Quick anatomy lesson: Your side butt, as the name suggests, is the area that forms the outer part of your glutes. It includes two muscles: the gluteus medius and the gluteus minimus. Together, these players work to stabilize your pelvis; they also help bring your legs out to the side, Amanda Ting, DPT, CSCS, a personal trainer at Mark Fisher Fitness in NYC, tells SELF. This is a motion known as hip abduction, which is why these muscles—along with a front hip muscle called the tensor fasciae latae—are sometimes called hip abductors.
That pelvic stability role is especially important when you’re doing anything that has you standing or moving just one leg at a time, like lunging, walking, running, and climbing stairs. As Ting explains it, when you’re doing single-leg motions like these, you want your side butt to fire up to keep your hips level and prevent them from dipping to one side. If your hip drops, it can place a lot of pressure on your knees, ankles, and lower back, since other muscles have to jump in to step up to the plate if your medius and minimus aren’t up for the task. And that can increase your chances of injury to those areas due to that overstress.
Unfortunately, many of us have weak side butts. That’s in part because we tend to spend a lot of our days moving forward and backward and not so much going side to side. And tons of folks spend a big chunk of their schedules sitting down, which can tighten the hip flexors, weaken the glutes, and simply get in the way of us using our butt muscles more.

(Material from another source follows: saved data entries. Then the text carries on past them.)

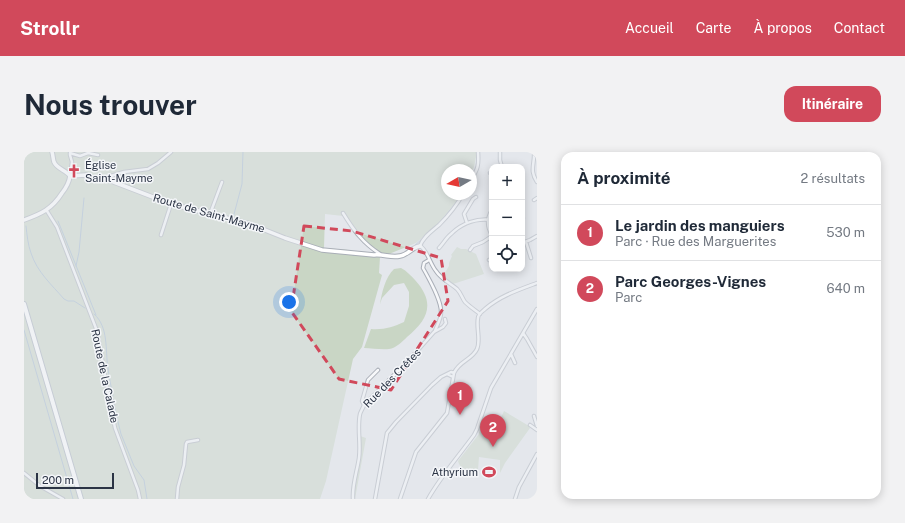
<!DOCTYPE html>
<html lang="fr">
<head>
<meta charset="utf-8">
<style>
  :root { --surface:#fff; --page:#f2f2f3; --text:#1f2937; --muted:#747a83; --line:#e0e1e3; --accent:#d1495b }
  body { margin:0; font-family:"Public Sans",sans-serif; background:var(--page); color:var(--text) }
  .controls { position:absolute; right:12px; top:12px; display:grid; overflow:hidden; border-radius:8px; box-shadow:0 2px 10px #0003 }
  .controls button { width:36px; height:36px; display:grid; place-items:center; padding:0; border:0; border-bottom:1px solid var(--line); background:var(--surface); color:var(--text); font:20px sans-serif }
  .compass { position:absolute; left:417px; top:12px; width:36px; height:36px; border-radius:50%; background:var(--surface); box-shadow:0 2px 10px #0003; rotate:261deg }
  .scale { position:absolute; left:12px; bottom:10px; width:78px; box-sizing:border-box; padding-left:4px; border:2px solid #2b3445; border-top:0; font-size:11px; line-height:14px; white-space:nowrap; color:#2b3445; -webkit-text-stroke:3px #f4f6f9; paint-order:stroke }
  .you { position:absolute; left:265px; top:150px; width:14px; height:14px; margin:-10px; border:3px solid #fff; border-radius:50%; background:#1a73e8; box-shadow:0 0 0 6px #1a73e833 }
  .badge { display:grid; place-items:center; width:26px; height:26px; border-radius:50%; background:var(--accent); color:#fff; font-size:13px; font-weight:700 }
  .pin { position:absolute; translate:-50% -33px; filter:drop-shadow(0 1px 2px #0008) }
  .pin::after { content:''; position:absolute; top:21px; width:14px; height:12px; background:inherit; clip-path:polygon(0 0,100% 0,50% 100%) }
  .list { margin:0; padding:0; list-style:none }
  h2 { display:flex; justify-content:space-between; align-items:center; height:52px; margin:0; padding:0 16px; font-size:17px }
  h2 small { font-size:13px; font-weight:400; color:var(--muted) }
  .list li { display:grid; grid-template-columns:26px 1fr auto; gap:12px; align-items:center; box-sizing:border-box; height:56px; padding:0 16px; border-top:1px solid var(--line) }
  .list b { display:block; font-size:15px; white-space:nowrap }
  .list p { margin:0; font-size:13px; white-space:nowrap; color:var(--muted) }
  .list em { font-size:13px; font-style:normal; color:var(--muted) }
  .icon { flex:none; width:22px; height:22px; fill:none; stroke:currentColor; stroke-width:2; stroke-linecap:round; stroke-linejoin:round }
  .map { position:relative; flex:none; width:513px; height:347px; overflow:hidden; border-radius:12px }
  header { display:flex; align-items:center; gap:24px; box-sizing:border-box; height:56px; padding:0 20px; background:var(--accent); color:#fff }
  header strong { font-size:19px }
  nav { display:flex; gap:22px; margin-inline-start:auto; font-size:14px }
  .intro { display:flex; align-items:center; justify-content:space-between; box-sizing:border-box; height:96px; padding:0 24px }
  h1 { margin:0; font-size:28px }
  .button { padding:10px 18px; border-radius:12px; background:var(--accent); color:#fff; font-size:14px; font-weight:700 }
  main { display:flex; gap:24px; padding:0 24px }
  aside { flex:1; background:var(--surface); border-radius:12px; box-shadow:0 2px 10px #0003 }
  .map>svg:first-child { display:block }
</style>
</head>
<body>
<header>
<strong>Strollr</strong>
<nav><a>Accueil</a><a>Carte</a><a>À propos</a><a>Contact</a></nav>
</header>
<div class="intro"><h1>Nous trouver</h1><a class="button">Itinéraire</a></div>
<main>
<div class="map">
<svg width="513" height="347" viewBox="0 0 513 347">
  <rect width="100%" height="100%" fill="#e4e7ec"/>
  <path fill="#c9d6c5" d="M0,0H453L450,15L447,21V18H423V42H436L432,50L414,72L392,91L360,104L332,84L319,64L301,62L300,96L325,98L356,105L355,121L358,123L338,195L329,207L302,329L296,347H0Z
    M433,95L437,97H442L452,102L460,122L429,132L419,124L425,114V111L428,104L427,103Z
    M377,116C383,119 387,124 391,128C412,151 404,168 383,185C378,190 372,196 365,197C358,198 347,196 340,196L347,177C360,178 369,175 380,170L385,154V140L380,131L370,133L358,146L356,152C358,140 361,126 370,117Z
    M480,259L505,274L506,276L481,311L476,321V308L455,305L454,318C445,318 437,320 434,309L455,282V280L460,278L465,271L470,270L474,272Z
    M336,284L342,286L331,347L330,341L335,313Z"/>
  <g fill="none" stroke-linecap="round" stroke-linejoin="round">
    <path stroke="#9fb4cc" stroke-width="1" d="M447,25L450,21
      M209,66L218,32L219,0
      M34,69L72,163
      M417,69L432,51L437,42
      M2,74C3,83 4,93 7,101C13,120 28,133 40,147L44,149H50L61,156
      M388,96L399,86
      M329,103H334
      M52,114L55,100L60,46
      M70,162C85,175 81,198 84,216C85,225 87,234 89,244
      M0,178L49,347
      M89,247L92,262L97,282L110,314L120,328L123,347"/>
    <g stroke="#a9aeb7" stroke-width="4.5">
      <path id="street" d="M476,0V8L478,15
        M510,0C511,12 505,18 513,30
        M466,21L468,20
        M46,23L48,10L46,3V1L56,4L64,1L74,3
        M77,27L100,20L124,17L134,11L147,0
        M447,28C454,17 455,13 454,0
        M439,42C433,53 424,64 415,73C408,79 399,85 396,94C403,97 406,112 412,119C417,127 426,131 433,137C437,141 438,146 441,150C446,155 451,158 456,162
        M510,48L513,46
        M468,58C463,66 463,75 468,83
        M23,59L33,75L73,179L85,246L91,276L111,330L114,338L116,347
        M319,61C330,79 339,91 356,102
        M186,62L198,30
        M498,66H499
        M443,71L440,62L449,47L452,45
        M137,83L147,52
        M502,90L507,106
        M498,91L506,88L513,84
        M415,96C419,92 422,86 427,82C438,71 453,66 468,68
        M446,98L449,94L459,90L468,84
        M405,108L400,111L399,116C405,127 418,149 417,161C417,167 413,173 411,179
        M465,108L468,107
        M499,181L503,187L513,205
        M487,202L491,211
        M429,225L423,222L427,220L430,221
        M340,253L338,249L344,228L354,218
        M510,264L513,274
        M506,273L513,278
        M0,321L16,334L39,347
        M153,347L154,335L160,313L162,292L163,290L174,288
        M329,347C328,333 333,320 335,306C337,292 333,276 336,262C337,259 339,256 340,253L386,207L410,180L419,175L422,171L421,167
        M351,347L363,281L372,270L408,233L417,225L423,222
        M376,347L392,300L423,261L430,221C435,209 448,208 453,197C457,188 452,176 454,166C454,162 458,160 461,157C476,144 494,138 513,131
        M404,347C417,324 434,305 450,283L453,277L467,236L513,157
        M491,347L495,335L513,302
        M512,347L513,344"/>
    </g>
    <g stroke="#a9aeb7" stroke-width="5.5">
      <path id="secondary" d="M28,0C29,3 29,7 30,10C33,17 42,18 46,24
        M46,24L62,23L70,26L87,29L147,52L226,72L261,86L298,98L350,103C360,102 367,106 376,104C384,103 388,95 396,94
        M0,68C17,62 28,57 38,41C42,36 45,31 46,24"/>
    </g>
    <g stroke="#a3abb8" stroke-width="6">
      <path id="primary" d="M0,152L57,347"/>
    </g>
    <use href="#street" stroke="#f7f8fa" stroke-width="2.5"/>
    <use href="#secondary" stroke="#fff" stroke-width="3.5"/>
    <use href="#primary" stroke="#fff" stroke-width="4"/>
  </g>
  <path d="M0 0H513V347H0ZM280,74L328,79L417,106L424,149L367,238L315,227L267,159Z" fill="#e4e7ec" fill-opacity=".55" fill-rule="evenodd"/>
  <path fill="none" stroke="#d1495b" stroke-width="3" stroke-dasharray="8 5" stroke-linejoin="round" d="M280,74L328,79L417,106L424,149L367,238L315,227L267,159Z"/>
  <defs>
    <g id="church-bare" transform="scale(1.08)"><path d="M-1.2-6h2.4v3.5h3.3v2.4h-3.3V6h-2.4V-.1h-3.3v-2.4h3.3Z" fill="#d1495b" stroke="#f4f6f9" stroke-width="2.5" paint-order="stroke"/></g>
    <g id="stadium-bare" transform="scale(1.08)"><path d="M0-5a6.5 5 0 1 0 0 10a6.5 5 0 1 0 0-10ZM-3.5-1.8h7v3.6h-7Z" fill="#d1495b" stroke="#f4f6f9" stroke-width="2.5" paint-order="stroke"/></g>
  </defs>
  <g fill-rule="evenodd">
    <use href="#church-bare" x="50" y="19"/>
    <use href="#stadium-bare" x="465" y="320"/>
  </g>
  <g text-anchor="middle" stroke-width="3" stroke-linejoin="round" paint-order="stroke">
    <g font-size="11" fill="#2b3445" stroke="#f4f6f9" text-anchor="start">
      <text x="61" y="17">Église<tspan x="61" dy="13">Saint-Mayme</tspan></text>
      <text x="454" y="324" text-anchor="end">Athyrium</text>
    </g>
    <g font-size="11" fill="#2b3445" stroke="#f4f6f9">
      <text transform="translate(185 61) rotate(16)" y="4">Route de Saint-Mayme</text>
      <text transform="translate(81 224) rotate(78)" y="4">Route de la Calade</text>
      <text transform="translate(368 226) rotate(-46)" y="4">Rue des Crêtes</text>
    </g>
  </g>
</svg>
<div class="controls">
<button>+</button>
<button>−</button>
<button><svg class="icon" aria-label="locate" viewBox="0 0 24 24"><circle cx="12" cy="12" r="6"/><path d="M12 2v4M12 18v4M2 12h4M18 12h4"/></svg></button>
</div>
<svg class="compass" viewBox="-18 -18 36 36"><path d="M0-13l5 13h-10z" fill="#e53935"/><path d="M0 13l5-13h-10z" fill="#747a83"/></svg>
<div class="scale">200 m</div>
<div class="you"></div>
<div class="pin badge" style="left:436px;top:263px">1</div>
<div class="pin badge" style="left:469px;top:295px">2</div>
</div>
<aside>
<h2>À proximité<small>2 résultats</small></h2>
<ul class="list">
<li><span class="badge">1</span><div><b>Le jardin des manguiers</b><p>Parc · Rue des Marguerites</p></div><em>530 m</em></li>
<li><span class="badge">2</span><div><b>Parc Georges-Vignes</b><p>Parc</p></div><em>640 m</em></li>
</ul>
</aside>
</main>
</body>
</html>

Luckily, you can combat all this by making some time for these small but mighty muscles in your routine. Ting created for SELF the five-move side-butt workout that hones in on this important, often-underworked muscle group. A circuit-style sequence, it’s chock-full of exercises that target your glute medius and minimus in the two primary ways they’re designed to work: through hip abduction and with single-leg pelvic stability.
Moves like the banded clamshell have you moving your leg away from the center of your body, which automatically engages your hip abductors, while exercises like the single-leg deadlift are one-legged motions that zero in on the pelvic stability, since your glute medius and minimus need to ignite in order to keep your hips level and steady. And the fire hydrant, lateral band walks, and curtsy lunge are two-fers, working your side butt through both of these functions.
You’ve got a few different options for slotting this circuit into your routine. You can do it before getting into big lower-body focused heavier lifts. Or, if you’re strapped for time and doing a more general workout, you can pick and choose two to three of these exercises to slot into your usual warm-up, Ting says.